Springstun’s “Notice of Interlocutory Appeal” filed on September 20, 2024
acknowledged that the challenged order was interlocutory but purported that the
appeal was filed “pursuant to Texas Civil Practice and Remedies Code Section
51.014(a),” which permits appeals from certain specified interlocutory orders. See
TEX. CIV. PRAC. & REM. CODE § 51.014(a). The interlocutory order in this case,
however, is not among the types of orders for which the statute authorizes an appeal.
Accordingly, the Clerk of this Court notified Springstun that the appeal was subject
to dismissal for lack of jurisdiction unless a written response was provided
demonstrating that this Court has jurisdiction over the appeal.
Springstun filed multiple responses to our notice. His initial responses
asserted that an interlocutory appeal was authorized under various statutes, but these
responses failed to demonstrate our jurisdiction because none of the statutes cited by
Springstun were applicable to this case. Springstun subsequently filed amended
responses claiming that, despite his prior acknowledgement that he was seeking an
interlocutory appeal, the order dismissing his counterclaims is “a final judgment
concerning those claims.” Around the same time, Springstun filed an amended
3 notice of appeal similarly asserting that “[t]he dismissal with prejudice constitutes a
final judgment as to all of Appellant’s counterclaims against the [Association].”
Springstun’s responses and amended notice of appeal fail to demonstrate our
jurisdiction over this attempted appeal. An order is not final merely because it
disposes of certain claims, the order must dispose of all claims and parties.

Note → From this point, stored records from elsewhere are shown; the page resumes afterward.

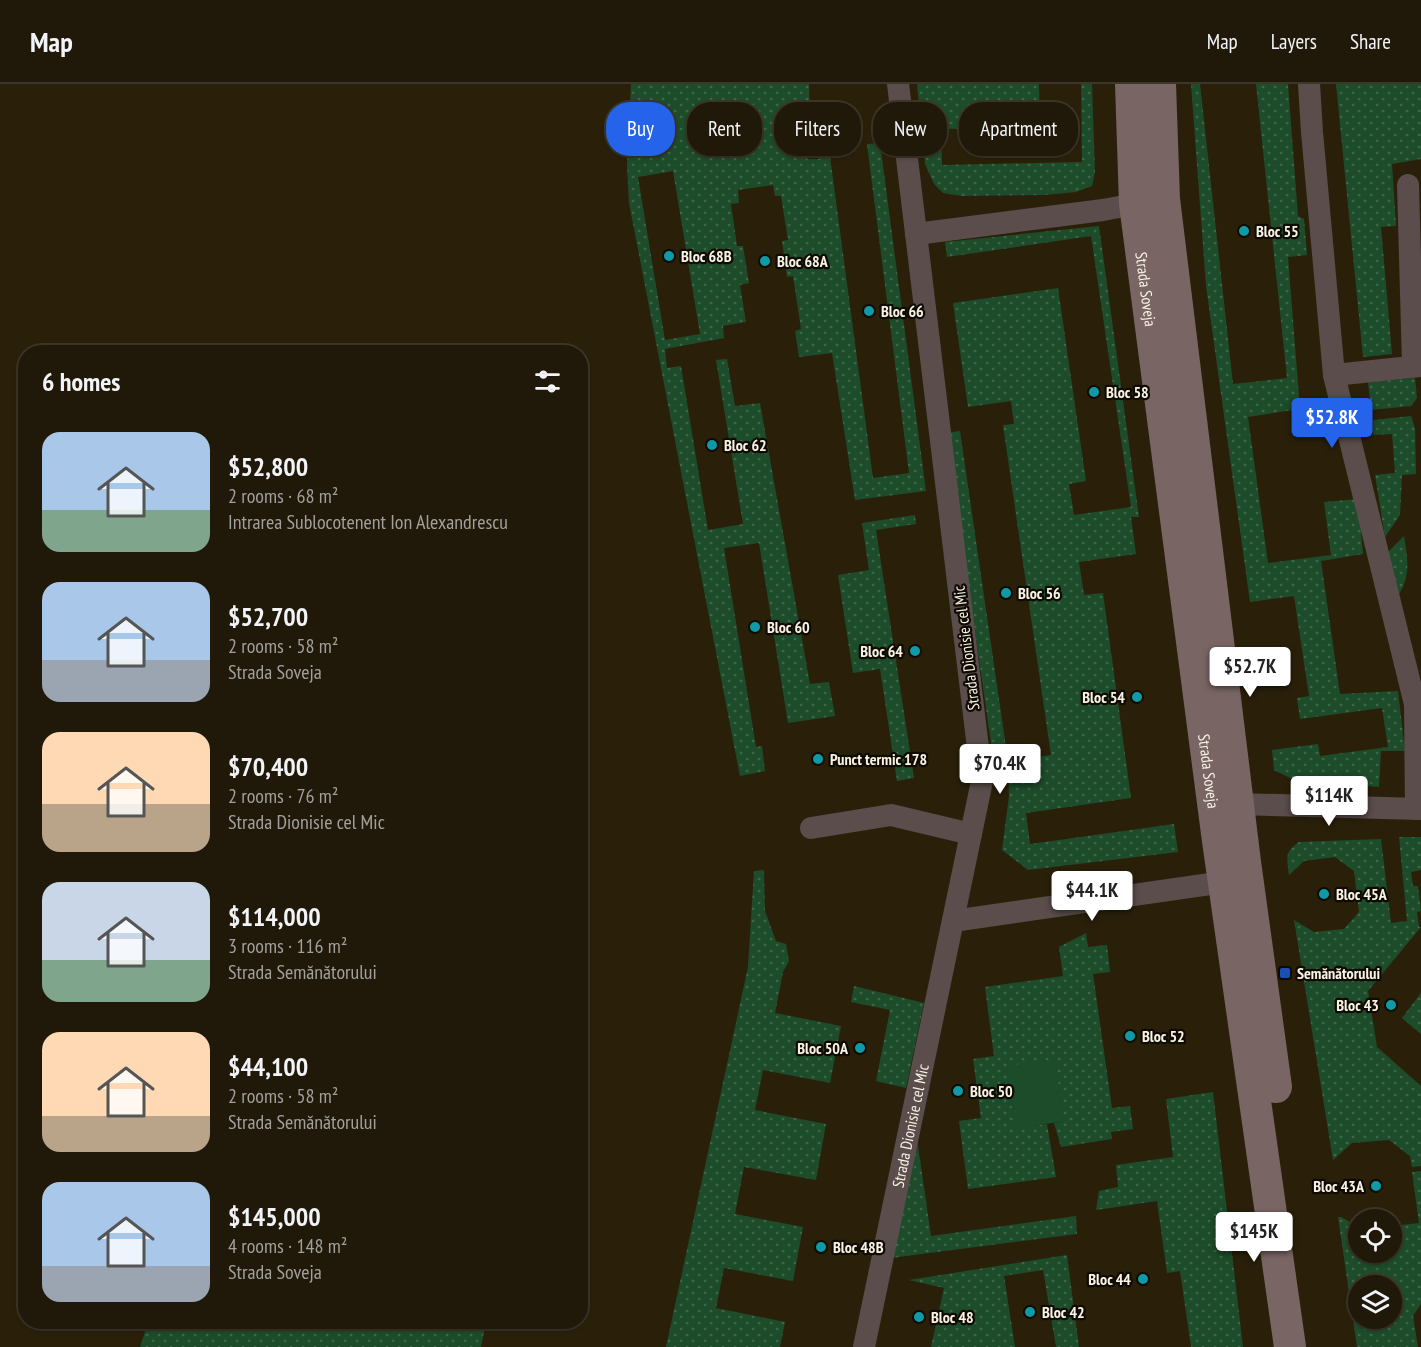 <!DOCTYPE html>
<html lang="en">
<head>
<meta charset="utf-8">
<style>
  :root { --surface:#201808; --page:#282112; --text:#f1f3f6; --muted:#a2a09c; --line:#3d3729; --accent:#2563eb }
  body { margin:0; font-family:"PT Sans Narrow",sans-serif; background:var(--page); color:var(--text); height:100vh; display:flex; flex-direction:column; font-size:22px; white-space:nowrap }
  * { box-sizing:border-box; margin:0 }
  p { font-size:20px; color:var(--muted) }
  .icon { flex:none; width:33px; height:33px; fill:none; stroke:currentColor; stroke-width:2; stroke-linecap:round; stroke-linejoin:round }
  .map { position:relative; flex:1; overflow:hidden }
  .details { position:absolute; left:18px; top:261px; width:570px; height:984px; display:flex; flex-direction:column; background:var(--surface); border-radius:24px; box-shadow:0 2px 4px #0004,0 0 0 2px var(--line) }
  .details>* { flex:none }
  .guide { position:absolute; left:606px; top:18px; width:570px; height:54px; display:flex; gap:12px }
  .buttons { position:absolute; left:1348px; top:1125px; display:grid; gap:12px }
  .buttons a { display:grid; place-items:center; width:54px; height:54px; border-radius:50%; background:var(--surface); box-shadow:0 2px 4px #0004,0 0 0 2px var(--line); font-size:30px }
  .price { position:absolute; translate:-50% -51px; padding:0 14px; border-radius:6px; background:#fff; color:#222; font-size:20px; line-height:39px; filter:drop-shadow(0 2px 3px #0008) }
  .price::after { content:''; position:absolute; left:50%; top:36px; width:18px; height:14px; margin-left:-9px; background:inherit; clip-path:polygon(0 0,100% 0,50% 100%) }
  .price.selected { background:var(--accent); color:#fff }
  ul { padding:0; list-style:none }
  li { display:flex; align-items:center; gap:18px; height:150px; padding:0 24px }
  li span { display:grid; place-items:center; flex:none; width:168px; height:120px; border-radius:18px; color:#555 }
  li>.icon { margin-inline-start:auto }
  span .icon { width:72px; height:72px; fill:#fffc; stroke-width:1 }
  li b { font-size:26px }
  h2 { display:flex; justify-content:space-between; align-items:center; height:72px; padding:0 24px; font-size:26px }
  .pill { padding:0 21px; border-radius:24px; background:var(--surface); box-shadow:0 2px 4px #0004,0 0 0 2px var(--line); font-size:21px; line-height:54px }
  .pill.selected { background:var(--accent); color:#fff }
  header { display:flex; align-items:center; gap:36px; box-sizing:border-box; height:84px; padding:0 30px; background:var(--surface); border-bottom:2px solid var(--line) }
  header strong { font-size:28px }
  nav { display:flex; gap:33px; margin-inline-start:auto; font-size:21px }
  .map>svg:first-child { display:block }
  .grass { fill:url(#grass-dots); fill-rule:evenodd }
  .park { fill:#1d4c2a }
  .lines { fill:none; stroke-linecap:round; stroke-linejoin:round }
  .minor { stroke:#5a4d4c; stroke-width:22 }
  .secondary { stroke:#796564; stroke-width:32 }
  .culture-dot { fill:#0f9aa8; stroke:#0f0b03; stroke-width:2 }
  .transit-dot { fill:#1a4fb4; stroke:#0f0b03; stroke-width:2 }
  .labels { text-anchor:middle; stroke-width:4.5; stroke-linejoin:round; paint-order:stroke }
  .poi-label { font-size:16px; font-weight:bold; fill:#f9f3e5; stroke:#0f0b03; text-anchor:start }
  .street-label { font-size:16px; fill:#f9f3e5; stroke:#0f0b03 }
</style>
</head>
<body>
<header>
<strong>Map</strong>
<nav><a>Map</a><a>Layers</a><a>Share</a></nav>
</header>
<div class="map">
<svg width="1421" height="1263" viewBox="0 0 1421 1263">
  <defs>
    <pattern id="grass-dots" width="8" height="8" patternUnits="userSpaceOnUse" patternTransform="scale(1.5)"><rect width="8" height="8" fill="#1d4c2a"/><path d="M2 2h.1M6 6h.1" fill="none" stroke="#3f6649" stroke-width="1.8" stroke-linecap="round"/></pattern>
  </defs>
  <rect width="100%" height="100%" fill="#2a200a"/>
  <g class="grass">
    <path d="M 631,0 L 809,0 L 811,57 L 807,75 L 819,75 L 829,65 L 873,394 L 909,389 L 867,60 L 880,59 L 926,407 L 855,416 L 832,269 L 799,273 L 795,247 L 801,245 L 793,192 L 787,193 L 782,157 L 788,156 L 781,112 L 775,112 L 773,101 L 738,106 L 739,119 L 731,120 L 737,162 L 743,162 L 749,199 L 740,201 L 746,238 L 723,242 L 724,254 L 665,265 L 667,284 L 681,282 L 708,446 L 743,440 L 716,276 L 727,275 L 735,322 L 760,319 L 810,600 L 829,598 L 835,632 L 788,639 L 759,459 L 724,464 L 756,663 L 762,662 L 765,687 L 740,692 L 629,119 L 627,81 ZM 673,87 L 700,250 L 665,256 L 638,93 Z"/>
    <polygon points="917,0 1039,0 1040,43 941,45 942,81 1082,78 1081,0 1092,0 1095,88 1092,102 1076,108 1044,111 962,112 943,109 934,100 925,80"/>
    <polygon points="1191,0 1200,0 1233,300 1287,294 1256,0 1288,0 1298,132 1304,135 1307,171 1288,173 1300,325 1248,333 1268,479 1331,471 1324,418 1358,415 1363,470 1321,477 1340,610 1398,607 1405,667 1381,667 1379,703 1296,697 1274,686 1272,666 1318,660 1320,672 1388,663 1382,624 1300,635 1297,614 1309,612 1294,512 1250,518 1206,202"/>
    <polygon points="1336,0 1421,0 1421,75 1392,80 1396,142 1381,143 1392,270 1363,273"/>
    <polygon points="1099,142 1139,433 1131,433 1136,470 1079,478 1084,511 1103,509 1131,714 1026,729 1030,760 1174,740 1178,768 1028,786 1002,766 1009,712 1008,678 994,679 946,349 960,347 1008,677 1051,671 1003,341 1014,340 1011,317 968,323 953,219 1058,204 1086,397 1069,400 1074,431 1131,423 1091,152 947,173 945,158"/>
    <polygon points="1415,294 1417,314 1411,322 1371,326 1368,298"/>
    <polygon points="1411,332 1415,344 1416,390 1402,391 1400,431 1385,453 1375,391 1395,389 1392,350 1373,351 1373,336"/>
    <polygon points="915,431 916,440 876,446 914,694 897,697 880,585 853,589 838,491 869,486 862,439"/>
    <path d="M 1404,452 C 1408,478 1411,491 1397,514 L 1387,469 Z"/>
    <path d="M 1399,753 L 1421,753 L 1421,786 L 1411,788 L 1413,802 L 1418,802 L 1421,827 L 1417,828 L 1419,843 L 1421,843 L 1368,907 L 1377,963 L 1421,1002 L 1421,1082 L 1412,1083 L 1410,1072 L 1389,1056 L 1352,1059 L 1333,1076 L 1294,836 L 1314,848 L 1344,845 L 1359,828 L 1354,787 L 1335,773 L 1304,777 L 1289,791 C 1287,774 1284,768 1299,758 L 1381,755 L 1391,839 L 1407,837 Z"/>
    <polygon points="764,786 765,827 776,857 786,860 789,877 783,888 775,929 841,942 830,999 763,986 755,1026 826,1040 816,1096 744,1083 735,1130 803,1143 793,1197 724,1184 716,1224 785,1238 780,1263 666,1263 748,883 754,787"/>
    <polygon points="1086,849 1088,863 1107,861 1110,888 1093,890 1112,1024 1130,1022 1133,1045 1111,1048 1112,1055 1061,1063 1054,1039 1064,1037 1015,1044 1047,1040 1056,1093 968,1105 959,1037 981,1034 973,975 994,972 985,903 1063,892 1059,863"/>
    <polygon points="854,902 924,919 906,1004 876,997 890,926 851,918"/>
    <polygon points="1421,909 1421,950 1402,934"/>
    <polygon points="1213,1008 1243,1263 1191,1263 1180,1187 1167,1189 1157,1117 1096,1126 1099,1107 1118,1103 1116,1081 1173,1073 1166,1015"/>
    <polygon points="915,1041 931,1152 1076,1132 1077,1150 891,1174"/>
    <path d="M 1421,1087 L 1421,1220 L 1413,1232 L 1418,1263 L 1357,1263 L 1338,1133 L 1341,1133 L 1359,1143 L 1359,1168 L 1392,1168 L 1392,1142 L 1419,1139 L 1412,1088 ZM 1359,1202 L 1392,1202 L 1392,1234 L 1359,1234 Z"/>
    <polygon points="1067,1171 1079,1263 1056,1263 1043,1186 1004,1192 1015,1263 931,1263 944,1204 909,1196"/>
    <polygon points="148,1238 486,1238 481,1263 140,1263"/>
  </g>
  <polygon class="park" points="1055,975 1064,1037 1015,1045 1006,982"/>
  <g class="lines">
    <g class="minor">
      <polyline points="1309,0 1312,48 1334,291 1415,620 1416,725"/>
      <polyline points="1408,101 1413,281"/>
      <polyline points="916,150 1103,126 1135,120"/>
      <polyline points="1334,291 1421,282"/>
      <polyline points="1238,720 1421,725"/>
      <polyline points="811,744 891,731 971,750"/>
      <polyline points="953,837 1224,798"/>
      <path id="s1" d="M 864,1263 L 982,697 L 898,0"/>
    </g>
    <g class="secondary">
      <path id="s2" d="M 1131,0 L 1135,120 L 1218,757 L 1290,1263"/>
      <polyline points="1160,0 1164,115 1245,778 1276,1003"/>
    </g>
  </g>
  <g class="culture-dot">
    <circle cx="1244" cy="147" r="6"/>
    <circle cx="669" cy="172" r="6"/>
    <circle cx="765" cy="177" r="6"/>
    <circle cx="869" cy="227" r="6"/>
    <circle cx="1094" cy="308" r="6"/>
    <circle cx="712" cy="361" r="6"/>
    <circle cx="1006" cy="509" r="6"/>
    <circle cx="755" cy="543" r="6"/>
    <circle cx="915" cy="567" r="6"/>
    <circle cx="1137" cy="613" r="6"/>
    <circle cx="818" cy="675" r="6"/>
    <circle cx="1324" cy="810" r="6"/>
    <circle cx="1391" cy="921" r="6"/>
    <circle cx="1130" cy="952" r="6"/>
    <circle cx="860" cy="964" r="6"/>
    <circle cx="958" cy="1007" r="6"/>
    <circle cx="1376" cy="1102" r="6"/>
    <circle cx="821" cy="1163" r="6"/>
    <circle cx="1143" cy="1195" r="6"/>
    <circle cx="1030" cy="1228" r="6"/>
    <circle cx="919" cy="1233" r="6"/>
  </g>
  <rect class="transit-dot" x="1279" y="883" width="12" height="12" rx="3"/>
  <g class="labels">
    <g class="poi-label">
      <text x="1256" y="153">Bloc 55</text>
      <text x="681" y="178">Bloc 68B</text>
      <text x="777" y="183">Bloc 68A</text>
      <text x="881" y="233">Bloc 66</text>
      <text x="1106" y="314">Bloc 58</text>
      <text x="724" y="367">Bloc 62</text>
      <text x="1018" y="515">Bloc 56</text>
      <text x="767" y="549">Bloc 60</text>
      <text x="903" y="573" text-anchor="end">Bloc 64</text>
      <text x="1125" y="619" text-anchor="end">Bloc 54</text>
      <text x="830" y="681">Punct termic 178</text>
      <text x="1336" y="816">Bloc 45A</text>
      <text x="1297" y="895">Semănătorului</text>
      <text x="1379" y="927" text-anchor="end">Bloc 43</text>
      <text x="1142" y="958">Bloc 52</text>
      <text x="848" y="970" text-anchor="end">Bloc 50A</text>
      <text x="970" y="1013">Bloc 50</text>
      <text x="1364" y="1108" text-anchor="end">Bloc 43A</text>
      <text x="833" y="1169">Bloc 48B</text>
      <text x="1131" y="1201" text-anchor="end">Bloc 44</text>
      <text x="1042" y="1234">Bloc 42</text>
      <text x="931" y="1239">Bloc 48</text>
    </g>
    <g class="street-label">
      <text dy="6" stroke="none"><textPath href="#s2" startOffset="206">Strada Soveja</textPath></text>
      <text transform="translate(966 564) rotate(-97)" y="6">Strada Dionisie cel Mic</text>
      <text dy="6" stroke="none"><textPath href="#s2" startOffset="692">Strada Soveja</textPath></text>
      <text dy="6" stroke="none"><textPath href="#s1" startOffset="226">Strada Dionisie cel Mic</textPath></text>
    </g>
  </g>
</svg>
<div class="buttons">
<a><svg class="icon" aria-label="locate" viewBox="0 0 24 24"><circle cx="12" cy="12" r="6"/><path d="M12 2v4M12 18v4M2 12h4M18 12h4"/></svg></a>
<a><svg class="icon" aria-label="layers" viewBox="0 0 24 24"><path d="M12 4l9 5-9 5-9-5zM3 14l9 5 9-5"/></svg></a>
</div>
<b class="price selected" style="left:1332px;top:365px">$52.8K</b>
<b class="price" style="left:1250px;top:614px">$52.7K</b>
<b class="price" style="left:1000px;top:711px">$70.4K</b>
<b class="price" style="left:1329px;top:743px">$114K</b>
<b class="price" style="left:1092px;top:838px">$44.1K</b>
<b class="price" style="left:1254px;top:1179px">$145K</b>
<div class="guide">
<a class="pill selected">Buy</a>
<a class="pill">Rent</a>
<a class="pill">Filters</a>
<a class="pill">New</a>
<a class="pill">Apartment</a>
</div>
<section class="details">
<h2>6 homes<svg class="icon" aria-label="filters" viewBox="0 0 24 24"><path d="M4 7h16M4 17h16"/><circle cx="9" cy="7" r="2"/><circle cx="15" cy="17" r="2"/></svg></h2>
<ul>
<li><span style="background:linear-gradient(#a9c7e8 65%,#7fa58c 0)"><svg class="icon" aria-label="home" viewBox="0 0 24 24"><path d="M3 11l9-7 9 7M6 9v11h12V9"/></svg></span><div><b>$52,800</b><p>2 rooms · 68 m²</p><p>Intrarea Sublocotenent Ion Alexandrescu</p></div></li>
<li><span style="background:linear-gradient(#a9c7e8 65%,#9aa5b1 0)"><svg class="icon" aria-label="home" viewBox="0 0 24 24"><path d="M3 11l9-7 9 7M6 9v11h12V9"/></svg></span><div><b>$52,700</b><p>2 rooms · 58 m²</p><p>Strada Soveja</p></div></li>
<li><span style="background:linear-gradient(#ffd9b3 60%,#b9a48a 0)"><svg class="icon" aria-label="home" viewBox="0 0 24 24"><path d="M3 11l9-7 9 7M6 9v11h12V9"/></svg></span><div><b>$70,400</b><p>2 rooms · 76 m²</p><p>Strada Dionisie cel Mic</p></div></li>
<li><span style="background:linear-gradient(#c9d6e8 65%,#7fa58c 0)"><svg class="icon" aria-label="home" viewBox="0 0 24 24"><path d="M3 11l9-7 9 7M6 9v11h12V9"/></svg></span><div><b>$114,000</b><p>3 rooms · 116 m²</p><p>Strada Semănătorului</p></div></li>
<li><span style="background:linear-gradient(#ffd9b3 70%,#b9a48a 0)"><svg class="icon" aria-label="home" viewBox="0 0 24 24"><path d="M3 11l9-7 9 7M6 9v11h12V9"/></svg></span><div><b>$44,100</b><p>2 rooms · 58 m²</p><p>Strada Semănătorului</p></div></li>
<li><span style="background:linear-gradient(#a9c7e8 70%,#9aa5b1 0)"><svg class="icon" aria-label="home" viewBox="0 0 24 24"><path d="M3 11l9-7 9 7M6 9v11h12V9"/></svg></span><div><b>$145,000</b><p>4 rooms · 148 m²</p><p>Strada Soveja</p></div></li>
</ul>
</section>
</div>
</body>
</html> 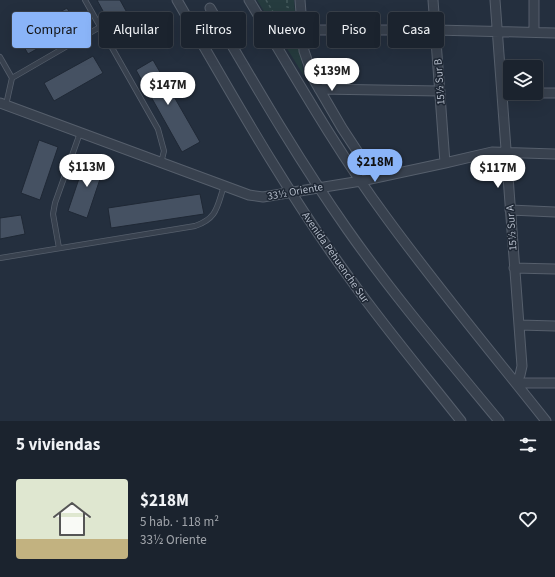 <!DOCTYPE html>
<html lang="es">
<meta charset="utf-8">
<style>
body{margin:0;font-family:"Source Sans 3",sans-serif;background:#282f3a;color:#f1f3f6;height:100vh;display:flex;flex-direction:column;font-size:15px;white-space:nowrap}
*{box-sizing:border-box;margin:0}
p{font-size:13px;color:#a0a4aa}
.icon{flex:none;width:22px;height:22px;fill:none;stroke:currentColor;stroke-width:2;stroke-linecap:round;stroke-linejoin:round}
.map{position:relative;height:421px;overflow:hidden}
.side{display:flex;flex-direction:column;background:#1b232e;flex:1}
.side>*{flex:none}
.top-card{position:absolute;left:12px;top:12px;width:531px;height:36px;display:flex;gap:8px}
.tools{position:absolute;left:503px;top:60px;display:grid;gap:8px}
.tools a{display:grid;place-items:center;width:40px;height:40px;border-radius:4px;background:#1b232e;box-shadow:0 4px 16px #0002,0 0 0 1px #39404a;font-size:20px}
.price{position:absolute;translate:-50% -34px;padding:0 9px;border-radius:14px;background:#fff;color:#222;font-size:13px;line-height:26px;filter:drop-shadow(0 1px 2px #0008)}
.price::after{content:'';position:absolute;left:50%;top:24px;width:12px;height:9px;margin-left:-6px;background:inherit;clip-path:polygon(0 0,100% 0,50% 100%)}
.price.selected{background:#8ab4f8;color:#111}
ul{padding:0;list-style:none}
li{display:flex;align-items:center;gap:12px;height:100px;padding:0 16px}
li span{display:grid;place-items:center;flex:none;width:112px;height:80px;border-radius:4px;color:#555}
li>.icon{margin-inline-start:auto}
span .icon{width:48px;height:48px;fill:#fffc;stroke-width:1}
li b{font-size:17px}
h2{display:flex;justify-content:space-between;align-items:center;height:48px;padding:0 16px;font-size:17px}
.pill{padding:0 14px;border-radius:4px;background:#1b232e;box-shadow:0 4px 16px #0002,0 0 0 1px #39404a;font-size:14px;line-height:36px}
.pill.selected{background:#8ab4f8;color:#111}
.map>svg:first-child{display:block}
</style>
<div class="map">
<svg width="555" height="421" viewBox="0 0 555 421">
<rect width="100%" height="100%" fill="#242f3e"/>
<path fill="#263c3f" d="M257,0H294L297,35L304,76Z"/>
<path fill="#455162" stroke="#1f2835" d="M97,0H120L141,38L123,48Z
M67,8L77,26L28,54L18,36Z
M93,56L103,73L54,101L44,83Z
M153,60L200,142L182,152L136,70Z
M39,140L58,147L40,200L21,193Z
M86,158L105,164L87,218L68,211Z
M200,194L204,214L111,228L108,208Z
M21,215L25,234L0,239V218Z"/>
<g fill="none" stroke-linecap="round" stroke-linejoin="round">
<g stroke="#565f6c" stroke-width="6">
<path id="lane" d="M85,0L158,129L164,151L161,163
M0,57L12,78L6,105
M12,78L100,27
M59,248L53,214L55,203L80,133
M0,258L195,226C218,218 217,206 224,186"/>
</g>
<g stroke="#565f6c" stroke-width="11">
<path id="street" d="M177,0C232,95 286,192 351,280C386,329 424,374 461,421
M249,0C293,73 335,148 386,217C437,287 492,353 546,421
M300,0L304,51L314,80L342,128L365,163L372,178
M433,0L445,163
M495,0L522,366L520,375L516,383
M210,8C254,83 297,158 347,229C394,296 447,358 499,421
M302,30H435L555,33
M534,32V0
M319,89L440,91
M536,93H555
M0,103L249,195L263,197L361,181L445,163L492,152L555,154
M510,210L555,212
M514,268L555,269
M519,325L555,326
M516,383H555"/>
</g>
<path stroke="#44595c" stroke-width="1.5" stroke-dasharray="3 3" stroke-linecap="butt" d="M266,0L279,22L292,26
M287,0V7L292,8"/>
<use href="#lane" stroke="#38414e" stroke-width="4.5"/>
<use href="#street" stroke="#38414e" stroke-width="9"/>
</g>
<g text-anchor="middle" stroke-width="3" stroke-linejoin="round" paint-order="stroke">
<g font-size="11" fill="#b4bcc9" stroke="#1d2633">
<text transform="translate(439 82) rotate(-94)" y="4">15½ Sur B</text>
<text transform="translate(295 191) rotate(-10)" y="4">33½ Oriente</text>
<text transform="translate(511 228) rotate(-94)" y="4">15½ Sur A</text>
<text transform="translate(336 257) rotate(55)" y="4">Avenida Pehuenche Sur</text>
</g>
</g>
</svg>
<div class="tools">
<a><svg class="icon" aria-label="layers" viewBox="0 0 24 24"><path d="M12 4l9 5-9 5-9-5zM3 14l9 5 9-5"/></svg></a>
</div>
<b class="price" style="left:332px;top:92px">$139M</b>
<b class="price" style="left:168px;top:106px">$147M</b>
<b class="price selected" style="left:375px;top:183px">$218M</b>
<b class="price" style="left:87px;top:188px">$113M</b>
<b class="price" style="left:498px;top:189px">$117M</b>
<div class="top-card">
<a class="pill selected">Comprar</a>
<a class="pill">Alquilar</a>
<a class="pill">Filtros</a>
<a class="pill">Nuevo</a>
<a class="pill">Piso</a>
<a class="pill">Casa</a>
</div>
</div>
<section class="side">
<h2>5 viviendas<svg class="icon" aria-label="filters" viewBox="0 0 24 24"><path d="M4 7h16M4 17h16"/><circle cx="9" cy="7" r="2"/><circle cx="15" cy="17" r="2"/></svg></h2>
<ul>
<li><span style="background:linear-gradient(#dfe7d0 75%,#c2b280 0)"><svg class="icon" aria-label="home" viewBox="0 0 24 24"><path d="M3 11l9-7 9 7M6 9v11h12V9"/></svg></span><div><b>$218M</b><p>5 hab. · 118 m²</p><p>33½ Oriente</p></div><svg class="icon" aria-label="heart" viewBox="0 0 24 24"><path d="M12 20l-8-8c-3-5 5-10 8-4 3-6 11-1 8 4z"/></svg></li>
</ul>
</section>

See N.Y.
Underwriters Ins. Co., 799 S.W.2d at 679–80. Here, the record demonstrates that
the order is interlocutory because the Association’s claims are still pending against
Springstun and other counterclaims filed by Springstun are still pending against
other parties. Moreover, the order does not include any language suggesting that it
is a final judgment. Because the order is neither a final judgment nor an appealable
interlocutory order, we lack jurisdiction over this attempted appeal. See In re M.G.,
No. 01–05–00426–CV, 2006 WL 1549754, at *1 (Tex. App.—Houston [1st Dist.]
June 8, 2006, no pet.) (mem. op.) (“When a party attempts to appeal a non-appealable
interlocutory order, appellate courts have no jurisdiction except to declare the
interlocutory nature of the order and to dismiss the appeal.”) (citations omitted).
Accordingly, we dismiss the appeal for lack of jurisdiction. See TEX. R. APP.
P. 42.3(a), 43.2(f). Any pending motions are dismissed as moot.
PER CURIAM
Panel consists of Justices Guerra, Caughey, and Morgan.